**Work order**:
Write out the listing below exactly, and omit any images you find in it.

**Collected material**:
'''

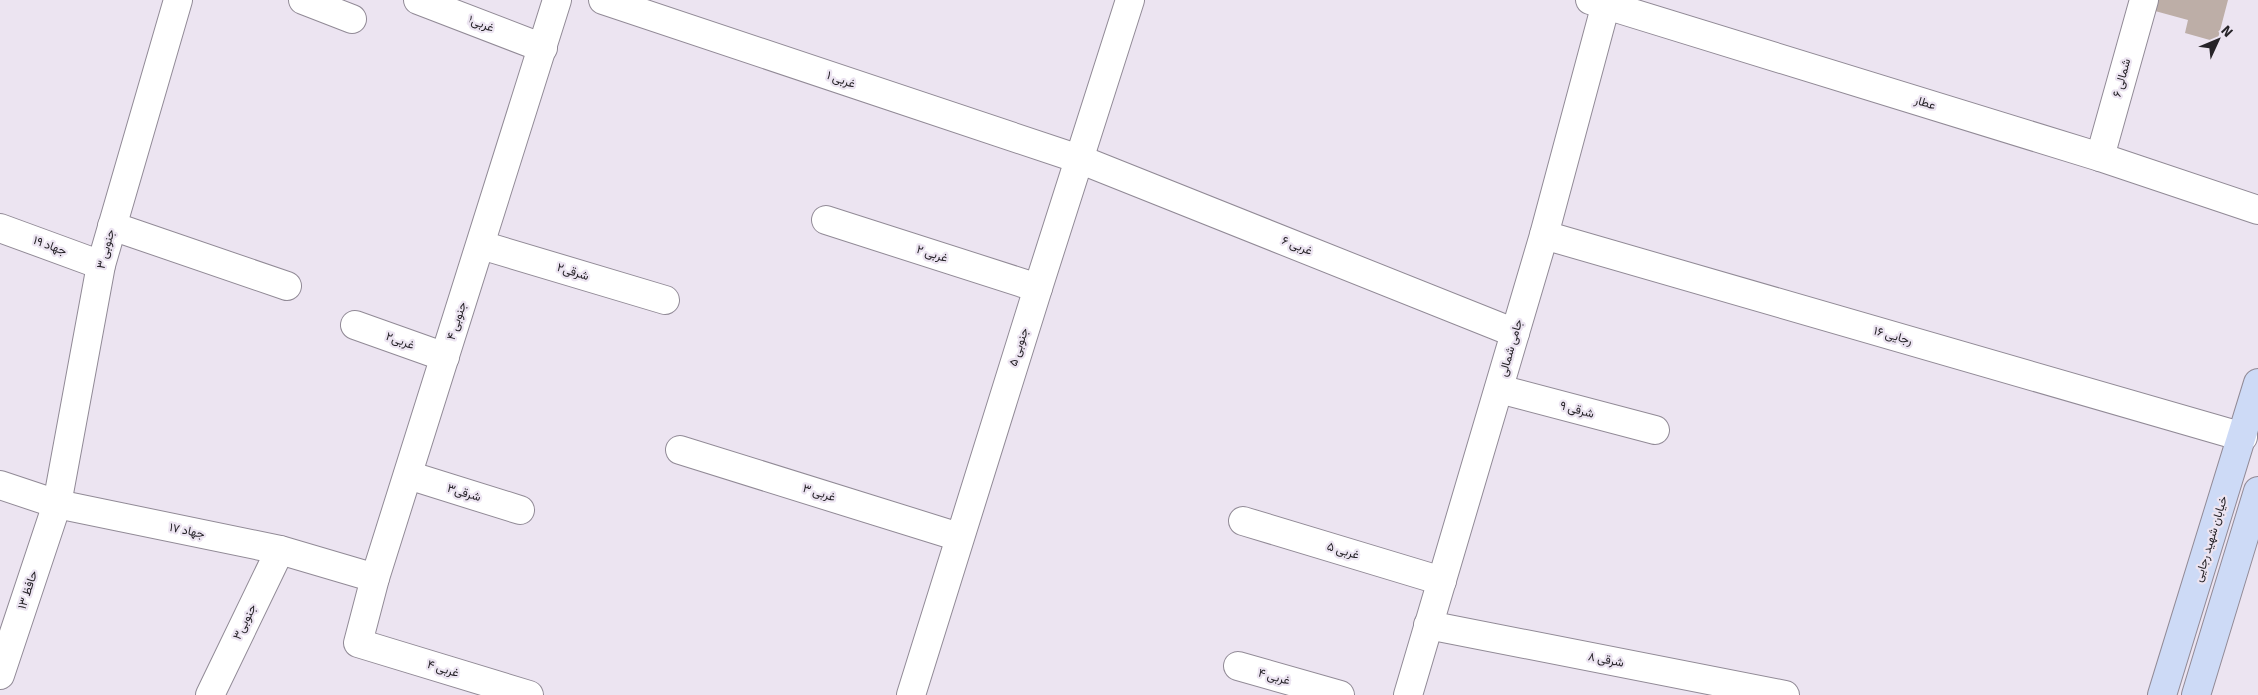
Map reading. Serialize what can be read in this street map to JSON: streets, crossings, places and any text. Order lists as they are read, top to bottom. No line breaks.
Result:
{"streets":{"main road":["خیابان شهید رجایی"],"street":["غربی۱","شمالی ۶","غربی ۱","عطار","جهاد ۱۹","غربی ۶","جنوبی ۳","غربی ۲","شرقی۲","جنوبی ۴","رجایی ۱۶","غربی۲","جنوبی ۵","جامی شمالی","شرقی ۹","شرقی۳","غربی ۳","جهاد ۱۷","غربی ۵","حافظ ۱۳","جنوبی۳","شرقی ۸","غربی ۴"]},"crossings":[["غربی۱","جنوبی ۴"],["شمالی ۶","عطار"],["غربی ۱","غربی ۶"],["غربی ۱","جنوبی ۵"],["عطار","جامی شمالی"],["جهاد ۱۹","جنوبی ۳"],["غربی ۶","جنوبی ۵"],["غربی ۶","جامی شمالی"],["جنوبی ۳","جهاد ۱۷"],["جنوبی ۳","حافظ ۱۳"],["غربی ۲","جنوبی ۵"],["شرقی۲","جنوبی ۴"],["جنوبی ۴","غربی۲"],["جنوبی ۴","شرقی۳"],["جنوبی ۴","جهاد ۱۷"],["جنوبی ۴","غربی ۴"],["رجایی ۱۶","جامی شمالی"],["رجایی ۱۶","خیابان شهید رجایی"],["جنوبی ۵","غربی ۳"],["جامی شمالی","شرقی ۹"],["جامی شمالی","غربی ۵"],["جامی شمالی","شرقی ۸"],["جهاد ۱۷","حافظ ۱۳"],["جهاد ۱۷","جنوبی۳"]],"north":"top right"}
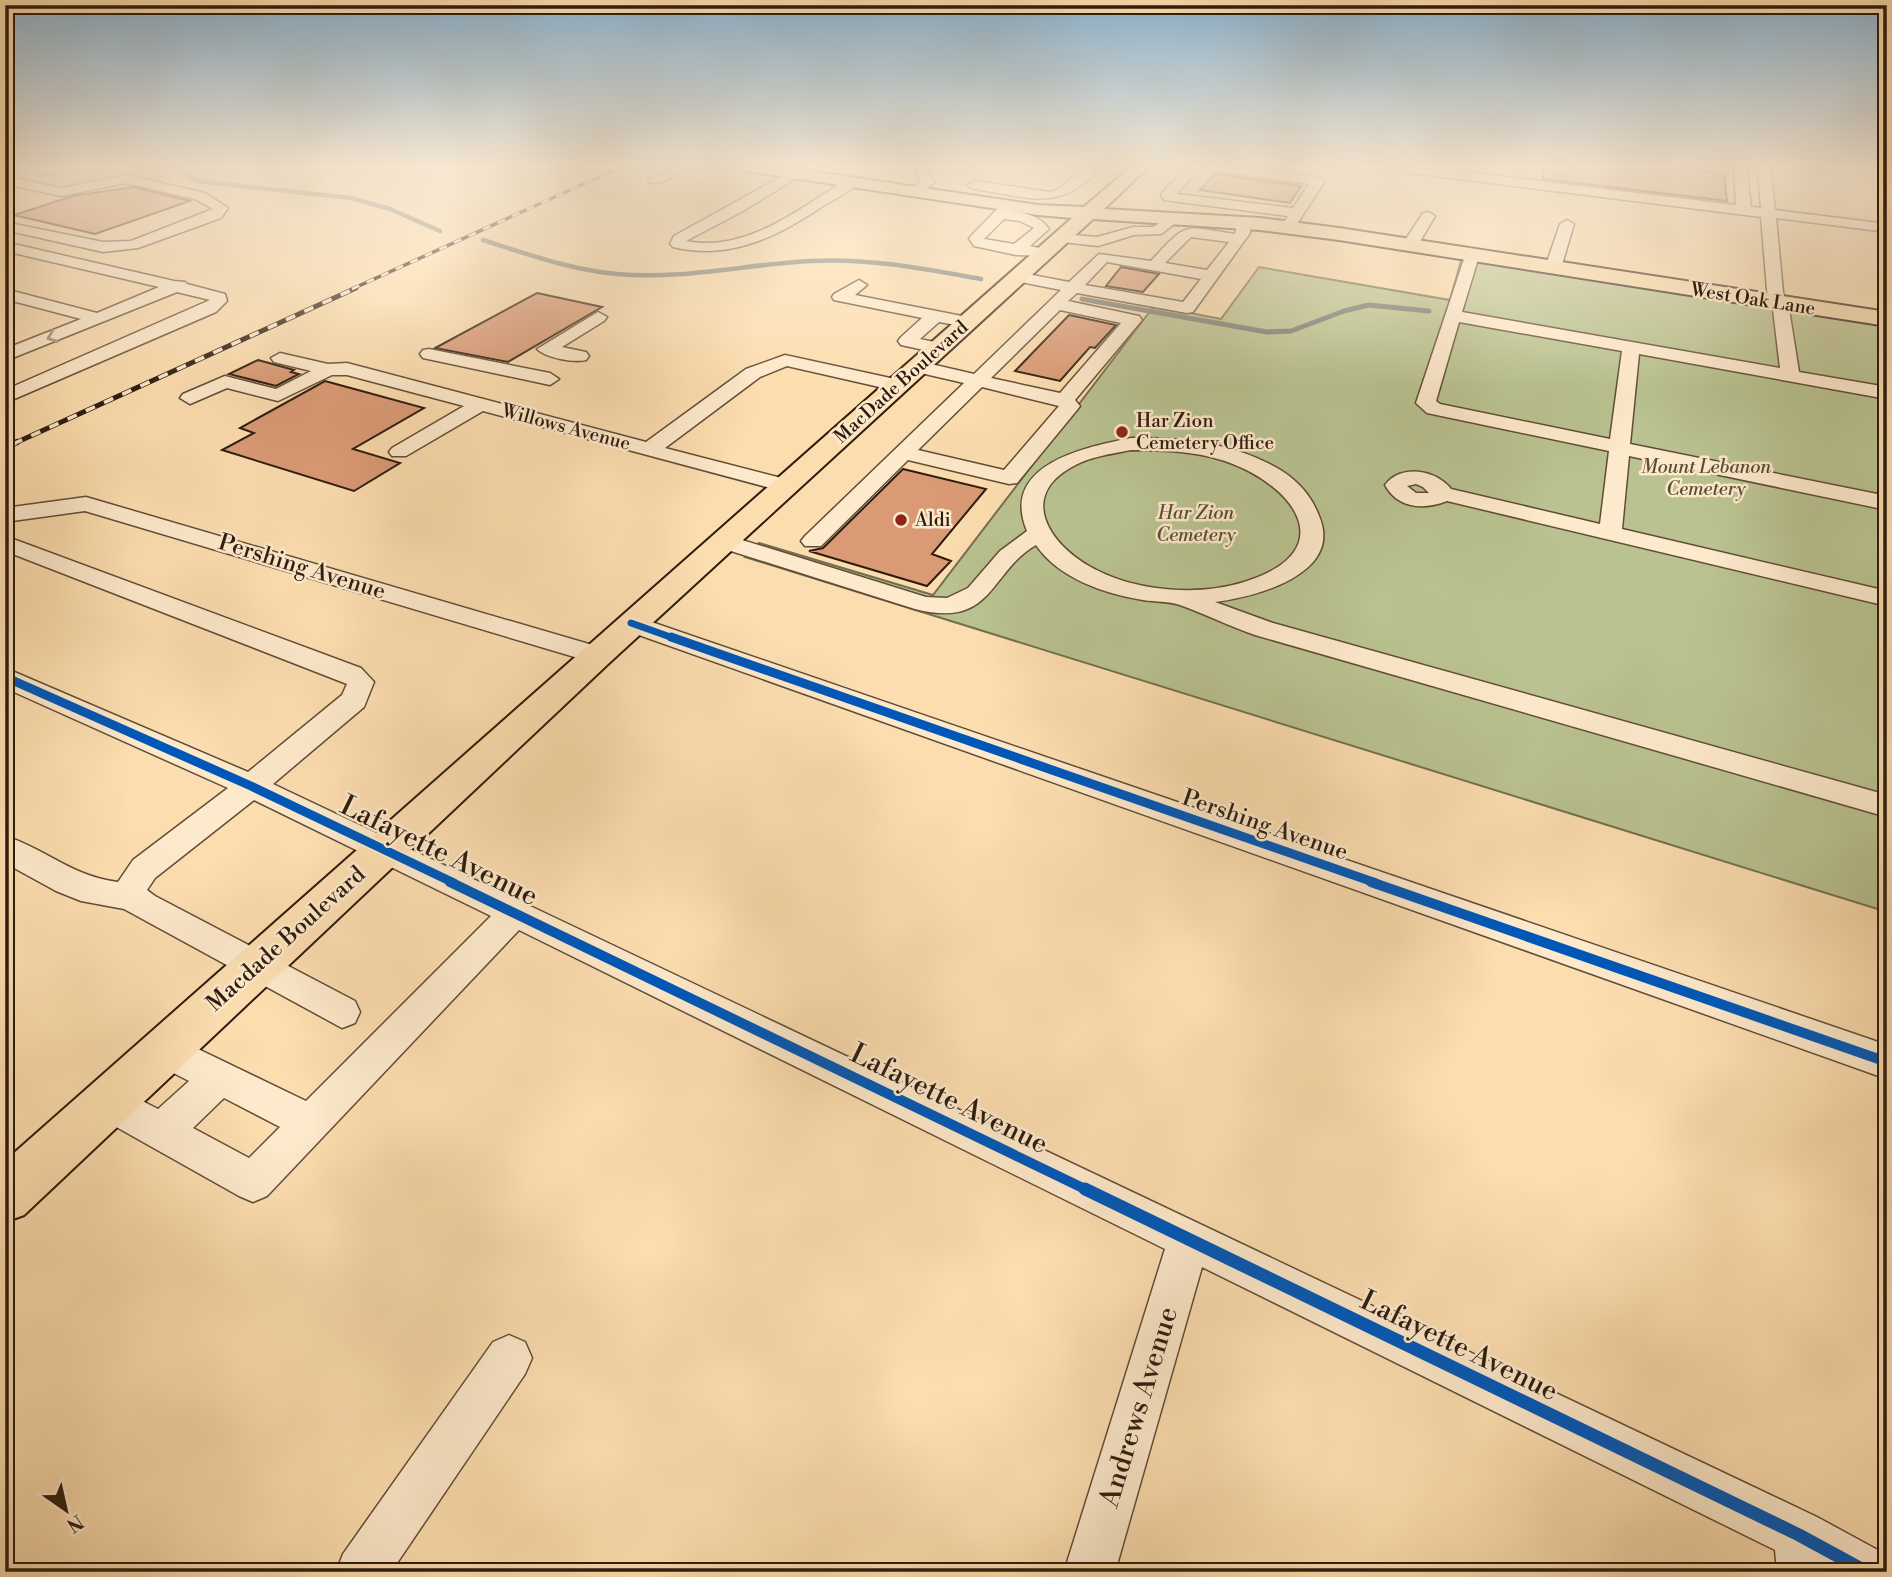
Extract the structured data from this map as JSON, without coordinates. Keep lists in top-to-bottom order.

'''

**Task solution**:
Map reading. Serialize what can be read in this street map to JSON: streets, crossings, places and any text. Order lists as they are read, top to bottom. No line breaks.
Result:
{"streets":{"main road":["خیابان شهید رجایی"],"street":["غربی۱","شمالی ۶","غربی ۱","عطار","جهاد ۱۹","غربی ۶","جنوبی ۳","غربی ۲","شرقی۲","جنوبی ۴","رجایی ۱۶","غربی۲","جنوبی ۵","جامی شمالی","شرقی ۹","شرقی۳","غربی ۳","جهاد ۱۷","غربی ۵","حافظ ۱۳","جنوبی۳","شرقی ۸","غربی ۴"]},"crossings":[["غربی۱","جنوبی ۴"],["شمالی ۶","عطار"],["غربی ۱","غربی ۶"],["غربی ۱","جنوبی ۵"],["عطار","جامی شمالی"],["جهاد ۱۹","جنوبی ۳"],["غربی ۶","جنوبی ۵"],["غربی ۶","جامی شمالی"],["جنوبی ۳","جهاد ۱۷"],["جنوبی ۳","حافظ ۱۳"],["غربی ۲","جنوبی ۵"],["شرقی۲","جنوبی ۴"],["جنوبی ۴","غربی۲"],["جنوبی ۴","شرقی۳"],["جنوبی ۴","جهاد ۱۷"],["جنوبی ۴","غربی ۴"],["رجایی ۱۶","جامی شمالی"],["رجایی ۱۶","خیابان شهید رجایی"],["جنوبی ۵","غربی ۳"],["جامی شمالی","شرقی ۹"],["جامی شمالی","غربی ۵"],["جامی شمالی","شرقی ۸"],["جهاد ۱۷","حافظ ۱۳"],["جهاد ۱۷","جنوبی۳"]],"north":"top right"}
Extract the structured data from this map as JSON, without coordinates. Keep lists in top-to-bottom order.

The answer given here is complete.